Puck sat at Kit’s right, on his blind side, and saw he ate, though his appetite forsook him in Murchaud’s absence. Halfway through the meal, Kit realized the little elf had deserted his own place at the high table to stay with him. Kit imagined he looked strange as a swan among magpies beside the lesser Fae.
The Daoine Sidhe the Tuatha de Danaan as they were called claimed descent of the Old Gods of hill and dale, of moor and copse and ocean. A Church scholar might have said the blood in their veins was that of demons, not deities. Kit had long past given up his illusions that God kept his house in a church. Their sea-changing eyes and leaf-tipped ears marked them as something other than human, and their wincing aversion to the Name of the Divine might be evidence. But then, what god would abide the Name of his supplanter?
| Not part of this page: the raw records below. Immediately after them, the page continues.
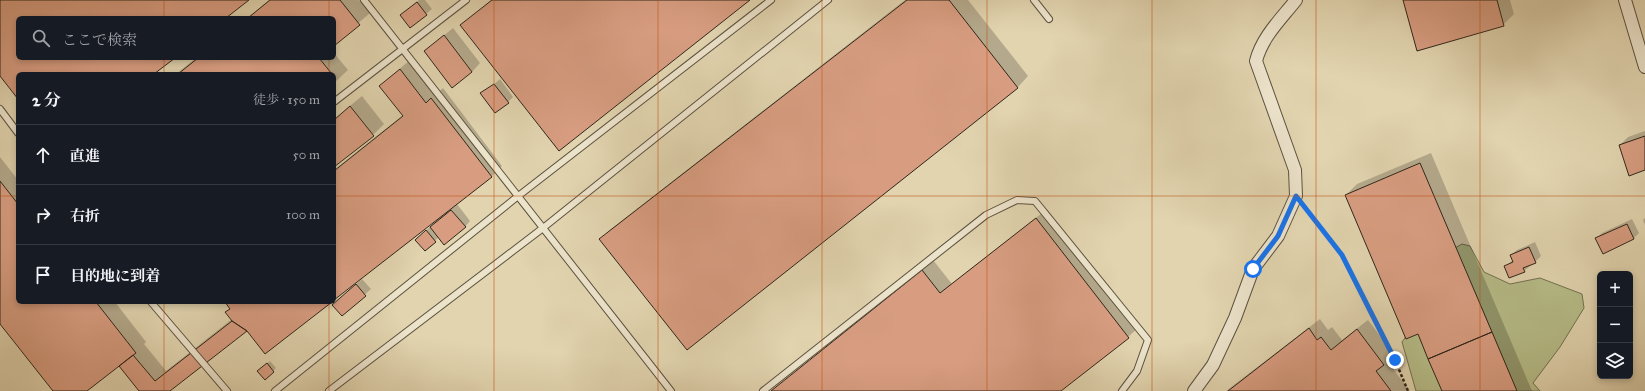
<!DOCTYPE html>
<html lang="ja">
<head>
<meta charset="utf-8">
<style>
	:root { --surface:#171b24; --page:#20242c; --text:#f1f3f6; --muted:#9ea1a6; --line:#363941 }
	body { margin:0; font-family:"IM FELL Great Primer","Noto Serif JP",serif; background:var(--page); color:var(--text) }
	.controls { position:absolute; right:12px; bottom:12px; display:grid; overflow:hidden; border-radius:6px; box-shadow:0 2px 6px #0003 }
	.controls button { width:36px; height:36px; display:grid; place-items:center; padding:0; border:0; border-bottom:1px solid var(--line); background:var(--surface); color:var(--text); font:20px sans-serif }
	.stop { position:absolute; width:12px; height:12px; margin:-9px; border:3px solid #1a73e8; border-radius:50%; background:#fff }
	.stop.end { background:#1a73e8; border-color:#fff; box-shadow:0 1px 4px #0008 }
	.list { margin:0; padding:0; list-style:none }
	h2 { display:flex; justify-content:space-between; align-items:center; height:52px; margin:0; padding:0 16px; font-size:17px }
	h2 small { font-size:13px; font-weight:400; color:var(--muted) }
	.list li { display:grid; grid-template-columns:26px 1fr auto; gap:12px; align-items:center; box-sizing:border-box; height:60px; padding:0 16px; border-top:1px solid var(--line) }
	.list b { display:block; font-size:15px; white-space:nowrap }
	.list em { font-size:13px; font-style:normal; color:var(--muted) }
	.icon { flex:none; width:22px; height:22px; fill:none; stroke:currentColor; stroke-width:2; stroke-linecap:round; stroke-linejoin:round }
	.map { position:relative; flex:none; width:1645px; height:391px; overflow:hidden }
	.search { position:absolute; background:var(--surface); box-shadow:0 2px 6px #0003; left:16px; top:16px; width:320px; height:44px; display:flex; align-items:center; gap:10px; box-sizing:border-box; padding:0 14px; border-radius:6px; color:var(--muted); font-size:15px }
	.panel { position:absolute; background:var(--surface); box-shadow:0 2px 6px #0003; left:16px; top:72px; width:320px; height:232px; border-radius:6px }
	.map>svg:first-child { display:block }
	.green { fill:#b6bc88; stroke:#727152 }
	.shadow { fill:#0003 }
	.building { fill:#d89d81; stroke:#2f261b }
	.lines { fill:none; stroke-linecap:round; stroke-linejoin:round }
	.service-casing { stroke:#5c5240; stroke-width:8 }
	.minor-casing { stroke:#5c5240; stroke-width:14 }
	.path { stroke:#2f261b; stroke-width:2.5; stroke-dasharray:3 2; stroke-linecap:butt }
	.service { stroke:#ece3cb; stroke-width:6 }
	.minor { stroke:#ece3cb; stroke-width:12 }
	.route { stroke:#1a73e8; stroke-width:5 }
	.grid { fill:none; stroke:#c34f0f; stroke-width:1; stroke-opacity:0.55 }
</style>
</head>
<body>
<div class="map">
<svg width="1645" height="391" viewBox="0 0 1645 391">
	<rect width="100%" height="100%" fill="#e1d4af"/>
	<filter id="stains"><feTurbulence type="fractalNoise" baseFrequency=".005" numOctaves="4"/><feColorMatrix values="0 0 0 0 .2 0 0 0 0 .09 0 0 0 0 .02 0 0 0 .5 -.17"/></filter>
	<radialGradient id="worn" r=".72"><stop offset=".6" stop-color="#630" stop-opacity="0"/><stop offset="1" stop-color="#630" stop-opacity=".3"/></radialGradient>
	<!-- green -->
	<path class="green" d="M1462,244L1470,246L1484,272L1510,284L1540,278L1582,294L1584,308L1560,347L1533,383L1540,391H1416L1402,342L1417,321L1453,249Z"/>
	<!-- shadow -->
	<path class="shadow" d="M269,0H359L370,13L334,44V18H247Z
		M419,0H425L432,9L426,14L401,15Z
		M491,0H749L461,25Z
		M905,0H968L1028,76L1018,87L687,349L601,239L611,229Z
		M1404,0H1510L1514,14L1503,25Z
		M453,28L480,63L472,72L425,51Z
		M334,53L348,70L334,83V74H176L196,58H334Z
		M411,59L437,93L443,88L502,166L492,176L457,204L470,221L465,227L439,237L425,250L422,235L438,218L334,299V170L403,115L380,86Z
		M500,79L513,97L508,102L482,94Z
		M362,96L384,124L373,135L334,165V119Z
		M1645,131V169L1620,145L1628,137Z
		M1431,153L1532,391H1443L1419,333L1346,195L1357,184Z
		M0,157L18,180V302H115L146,342L144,344L166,371L232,319L231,308L226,302H330L247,329L168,391H140L119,365L86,391H54L0,322Z
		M1047,209L1139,327L1128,337L1059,391H772L933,260L952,284Z
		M1645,218V225L1643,220Z
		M1632,219L1639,233L1634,238H1597L1602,233Z
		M1535,242L1541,256L1535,262L1524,271L1506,266L1513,260L1511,255L1517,250Z
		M362,279L371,289L342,315L339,299Z
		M1320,319L1328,330L1332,327L1342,340L1368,320L1394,354L1387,361L1410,391H1226Z
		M270,361L276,368L265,379L259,371Z"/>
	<!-- building -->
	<path class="building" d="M0,0H249L226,18H18V58H175L154,74H18V99L0,76Z
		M270,0H340L360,25L334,46V18H248Z
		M492,0H750L559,151L460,25Z
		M907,0H949L1018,88L687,350L599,239Z
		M1403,0H1497L1504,26L1417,51Z
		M417,2L427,15L410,28L400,15Z
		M444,35L472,72L452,88L424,51Z
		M198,58H319L332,74H178Z
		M400,69L426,103L431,98L492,177L334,300V171L403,116L379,86Z
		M494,84L509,103L495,113L480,93Z
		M350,106L374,136L334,167V120Z
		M1645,136V170L1629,176L1619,145Z
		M1420,163L1492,332L1428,359L1418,334L1406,339L1345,195Z
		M0,181L18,204V302H96L136,353L87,391H53L0,324Z
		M451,210L466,227L444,245L430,227Z
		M1036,218L1129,338L1061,391H771L922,270L940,293Z
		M1627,224L1634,239L1603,254L1595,238Z
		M426,230L436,242L425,251L415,240Z
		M1529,247L1536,263L1523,268L1525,272L1509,278L1504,266L1513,262L1510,255Z
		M356,284L366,296L342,316L332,305Z
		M225,302H332L265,354L247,331L232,321L225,312L230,309Z
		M232,321L247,331L170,391H139L119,366L133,355L155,381Z
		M1309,328L1317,340L1321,337L1331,350L1357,329L1384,365L1376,371L1391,391H1228Z
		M1492,332L1517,391H1442L1428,359Z
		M267,363L274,372L265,380L257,371Z"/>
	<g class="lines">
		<defs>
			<path id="service" d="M364,0L671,391
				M1034,0L1049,19
				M334,102L466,0
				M0,109L18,133
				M151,302L227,391
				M275,391L517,197L771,0
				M329,391L543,228L828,0
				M763,391L986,215L1017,200L1035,201L1148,340L1137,371L1122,391"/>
			<path id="minor" d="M1625,0L1645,67
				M1194,391L1213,365L1235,318L1253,269L1278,236L1296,196L1295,170L1256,61C1262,37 1281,19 1296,0"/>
		</defs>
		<!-- service casing -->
		<use href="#service" class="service-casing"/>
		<!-- minor casing -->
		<use href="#minor" class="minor-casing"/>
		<!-- path -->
		<path class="path" d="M1304,206L1342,255L1395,360L1408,391"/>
		<!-- service -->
		<use href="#service" class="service"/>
		<!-- minor -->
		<use href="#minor" class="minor"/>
	</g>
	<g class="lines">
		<!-- route -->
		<path class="route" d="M1253,269L1278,236L1296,196L1342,255L1395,360"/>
	</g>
	<!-- grid -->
	<path class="grid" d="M164,0V18M329,0V18M494,0V391M658,0V391M822,0V391M987,0V391M1152,0V391M1316,0V391M1480,0V391M164,58V74M329,58V74M0,196H18M334,196H1645M164,302V391M329,302V391"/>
	<rect width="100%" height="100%" filter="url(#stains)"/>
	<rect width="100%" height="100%" fill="url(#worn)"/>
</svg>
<div class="controls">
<button>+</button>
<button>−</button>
<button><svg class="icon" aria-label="layers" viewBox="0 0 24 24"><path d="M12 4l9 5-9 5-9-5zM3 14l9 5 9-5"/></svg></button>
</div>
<div class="stop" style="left:1253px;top:269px"></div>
<div class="stop end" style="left:1395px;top:360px"></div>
<div class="search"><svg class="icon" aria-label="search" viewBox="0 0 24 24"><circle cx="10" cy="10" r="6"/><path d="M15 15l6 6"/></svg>ここで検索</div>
<section class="panel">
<h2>2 分<small>徒歩 · 150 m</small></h2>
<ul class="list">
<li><svg class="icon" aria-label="ahead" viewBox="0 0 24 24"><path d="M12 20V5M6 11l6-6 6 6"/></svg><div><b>直進</b></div><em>50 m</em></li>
<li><svg class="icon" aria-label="right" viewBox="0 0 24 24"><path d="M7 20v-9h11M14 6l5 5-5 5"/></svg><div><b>右折</b></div><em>100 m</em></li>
<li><svg class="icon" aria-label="arrive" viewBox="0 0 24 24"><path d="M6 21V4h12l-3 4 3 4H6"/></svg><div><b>目的地に到着</b></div></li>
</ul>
</section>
</div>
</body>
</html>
But they did, in broad, look human. The elder, stranger Fae did not. Though they sometimes dined at the Mebd stable, served delicacies by brownies and sprites, and though many of them served in her palace, they were not Tuatha de Danaan, not Daoine Sidhe. And they were as strange now as ever they had been on Kit’s first lonely walk into the throne room that lurked behind the second closed pair of doors.
Across the table rested a lovely maid-in-waiting whose forked tongue brushed the scent from each morsel she tasted before she lifted it to her mouth. On his left, a creature more wizened than even Robin crouched on the edge of the table and ate between his knees.